**TASK OBJECTIVE**. Scan the records below. List lines holding "frame".
DATA EXCERPTS Block Start
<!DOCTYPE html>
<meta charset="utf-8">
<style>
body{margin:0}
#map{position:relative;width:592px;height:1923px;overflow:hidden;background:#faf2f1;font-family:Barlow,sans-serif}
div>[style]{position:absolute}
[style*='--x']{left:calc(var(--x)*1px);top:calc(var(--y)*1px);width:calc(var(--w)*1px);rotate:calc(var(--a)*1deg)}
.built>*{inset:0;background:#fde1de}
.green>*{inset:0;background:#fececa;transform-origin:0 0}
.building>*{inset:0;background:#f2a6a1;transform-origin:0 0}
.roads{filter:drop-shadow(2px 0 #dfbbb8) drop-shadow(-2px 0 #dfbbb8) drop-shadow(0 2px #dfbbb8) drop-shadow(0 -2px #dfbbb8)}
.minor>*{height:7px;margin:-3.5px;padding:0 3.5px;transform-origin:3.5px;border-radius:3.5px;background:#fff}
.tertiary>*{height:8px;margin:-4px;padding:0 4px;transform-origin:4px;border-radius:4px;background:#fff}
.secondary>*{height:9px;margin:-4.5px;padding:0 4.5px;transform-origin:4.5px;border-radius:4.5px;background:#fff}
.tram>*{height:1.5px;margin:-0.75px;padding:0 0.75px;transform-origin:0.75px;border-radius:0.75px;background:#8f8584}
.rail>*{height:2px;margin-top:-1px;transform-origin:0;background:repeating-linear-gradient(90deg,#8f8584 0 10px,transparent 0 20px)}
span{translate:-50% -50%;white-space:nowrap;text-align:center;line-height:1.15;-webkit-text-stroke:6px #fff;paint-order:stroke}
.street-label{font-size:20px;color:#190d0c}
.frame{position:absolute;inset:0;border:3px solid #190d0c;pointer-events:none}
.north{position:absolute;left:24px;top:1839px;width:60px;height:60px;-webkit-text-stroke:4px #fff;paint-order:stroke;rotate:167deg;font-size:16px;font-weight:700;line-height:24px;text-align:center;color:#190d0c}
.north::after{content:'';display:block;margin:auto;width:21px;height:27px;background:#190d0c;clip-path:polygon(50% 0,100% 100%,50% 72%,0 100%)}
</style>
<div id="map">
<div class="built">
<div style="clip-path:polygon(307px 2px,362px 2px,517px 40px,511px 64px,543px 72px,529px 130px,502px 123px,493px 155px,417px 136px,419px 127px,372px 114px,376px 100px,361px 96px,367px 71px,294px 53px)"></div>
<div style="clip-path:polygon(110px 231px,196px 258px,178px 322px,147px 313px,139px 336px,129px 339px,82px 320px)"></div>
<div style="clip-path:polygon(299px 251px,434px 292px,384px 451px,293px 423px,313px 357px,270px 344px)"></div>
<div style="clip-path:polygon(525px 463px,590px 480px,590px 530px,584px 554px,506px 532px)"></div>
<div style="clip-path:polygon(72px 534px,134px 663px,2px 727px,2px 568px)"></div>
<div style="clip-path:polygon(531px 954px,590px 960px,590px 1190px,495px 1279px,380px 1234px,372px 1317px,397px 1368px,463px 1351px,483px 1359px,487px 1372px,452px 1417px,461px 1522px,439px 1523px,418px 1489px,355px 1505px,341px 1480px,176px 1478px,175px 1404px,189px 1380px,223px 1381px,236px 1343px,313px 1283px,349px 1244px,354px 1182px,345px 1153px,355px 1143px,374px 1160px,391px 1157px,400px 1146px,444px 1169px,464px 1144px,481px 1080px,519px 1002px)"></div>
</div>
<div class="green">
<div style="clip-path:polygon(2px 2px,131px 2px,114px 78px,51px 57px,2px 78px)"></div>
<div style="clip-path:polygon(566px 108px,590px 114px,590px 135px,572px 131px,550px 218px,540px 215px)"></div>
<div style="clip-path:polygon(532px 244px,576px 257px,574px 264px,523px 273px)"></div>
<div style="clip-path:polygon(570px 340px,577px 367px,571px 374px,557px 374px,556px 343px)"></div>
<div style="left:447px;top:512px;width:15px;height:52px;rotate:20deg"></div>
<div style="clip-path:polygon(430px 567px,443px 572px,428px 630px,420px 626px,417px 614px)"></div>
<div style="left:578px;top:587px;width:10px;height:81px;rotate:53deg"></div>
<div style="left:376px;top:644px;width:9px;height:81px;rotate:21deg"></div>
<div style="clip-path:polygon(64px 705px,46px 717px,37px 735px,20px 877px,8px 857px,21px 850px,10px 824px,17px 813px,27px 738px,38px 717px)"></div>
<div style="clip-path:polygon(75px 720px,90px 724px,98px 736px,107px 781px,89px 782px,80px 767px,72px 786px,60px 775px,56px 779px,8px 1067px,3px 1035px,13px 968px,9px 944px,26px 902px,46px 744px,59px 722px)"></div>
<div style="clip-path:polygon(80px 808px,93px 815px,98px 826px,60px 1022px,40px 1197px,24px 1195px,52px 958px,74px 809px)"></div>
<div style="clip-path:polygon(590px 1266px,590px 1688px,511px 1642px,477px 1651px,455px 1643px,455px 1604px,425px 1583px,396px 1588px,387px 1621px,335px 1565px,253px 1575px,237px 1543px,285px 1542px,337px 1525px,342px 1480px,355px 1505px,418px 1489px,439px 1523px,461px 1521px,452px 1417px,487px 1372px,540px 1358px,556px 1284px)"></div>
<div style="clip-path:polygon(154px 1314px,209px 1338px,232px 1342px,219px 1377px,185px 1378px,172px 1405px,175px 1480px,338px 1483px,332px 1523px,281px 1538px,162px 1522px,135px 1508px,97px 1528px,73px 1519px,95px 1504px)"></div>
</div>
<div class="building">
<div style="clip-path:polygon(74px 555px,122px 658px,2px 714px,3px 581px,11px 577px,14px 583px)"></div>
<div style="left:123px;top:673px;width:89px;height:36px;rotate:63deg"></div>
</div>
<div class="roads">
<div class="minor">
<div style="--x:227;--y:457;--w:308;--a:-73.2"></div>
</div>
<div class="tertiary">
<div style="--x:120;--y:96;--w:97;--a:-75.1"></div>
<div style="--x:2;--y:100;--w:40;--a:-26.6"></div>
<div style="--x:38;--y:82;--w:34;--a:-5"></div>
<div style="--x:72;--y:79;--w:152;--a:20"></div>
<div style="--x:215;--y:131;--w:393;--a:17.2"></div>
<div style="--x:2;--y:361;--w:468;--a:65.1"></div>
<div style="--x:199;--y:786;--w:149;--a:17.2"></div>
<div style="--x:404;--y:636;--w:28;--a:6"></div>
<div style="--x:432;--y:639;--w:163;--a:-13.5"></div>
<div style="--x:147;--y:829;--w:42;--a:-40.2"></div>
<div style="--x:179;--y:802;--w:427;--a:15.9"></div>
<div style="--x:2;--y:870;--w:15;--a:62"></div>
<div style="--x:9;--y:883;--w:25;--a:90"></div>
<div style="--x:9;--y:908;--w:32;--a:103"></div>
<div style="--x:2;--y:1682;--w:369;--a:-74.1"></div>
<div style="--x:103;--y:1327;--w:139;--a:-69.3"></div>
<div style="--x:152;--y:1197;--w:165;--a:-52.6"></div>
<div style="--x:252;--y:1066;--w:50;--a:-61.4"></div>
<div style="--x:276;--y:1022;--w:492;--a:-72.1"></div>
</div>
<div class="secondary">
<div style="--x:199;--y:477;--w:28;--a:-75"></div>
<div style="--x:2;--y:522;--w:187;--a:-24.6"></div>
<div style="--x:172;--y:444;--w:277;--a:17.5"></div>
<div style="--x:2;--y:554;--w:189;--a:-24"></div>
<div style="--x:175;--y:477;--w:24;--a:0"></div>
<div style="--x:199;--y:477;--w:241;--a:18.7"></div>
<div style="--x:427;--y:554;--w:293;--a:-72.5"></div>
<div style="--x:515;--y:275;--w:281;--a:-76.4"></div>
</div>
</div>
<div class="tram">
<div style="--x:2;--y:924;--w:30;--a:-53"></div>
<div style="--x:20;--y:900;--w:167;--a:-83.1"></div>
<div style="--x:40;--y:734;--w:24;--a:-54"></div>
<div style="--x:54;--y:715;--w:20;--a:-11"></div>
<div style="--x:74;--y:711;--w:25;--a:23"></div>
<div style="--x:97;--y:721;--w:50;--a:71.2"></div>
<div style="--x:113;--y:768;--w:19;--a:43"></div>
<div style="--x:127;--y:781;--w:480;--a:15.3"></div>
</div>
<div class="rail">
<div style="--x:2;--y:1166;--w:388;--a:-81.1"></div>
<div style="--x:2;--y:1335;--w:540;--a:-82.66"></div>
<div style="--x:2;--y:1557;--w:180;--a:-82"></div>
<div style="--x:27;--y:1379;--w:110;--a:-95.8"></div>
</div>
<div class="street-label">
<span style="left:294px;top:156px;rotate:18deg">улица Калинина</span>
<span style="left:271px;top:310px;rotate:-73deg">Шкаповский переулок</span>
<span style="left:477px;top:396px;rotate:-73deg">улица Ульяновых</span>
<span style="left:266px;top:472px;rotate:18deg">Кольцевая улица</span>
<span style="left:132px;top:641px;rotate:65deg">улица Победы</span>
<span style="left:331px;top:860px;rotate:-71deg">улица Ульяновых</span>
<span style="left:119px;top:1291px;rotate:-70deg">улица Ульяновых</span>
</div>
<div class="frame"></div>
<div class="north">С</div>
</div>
DATA EXCERPTS Block End
**WRITTEN SOLUTION**.
.frame{position:absolute;inset:0;border:3px solid #190d0c;pointer-events:none}
<div class="frame"></div>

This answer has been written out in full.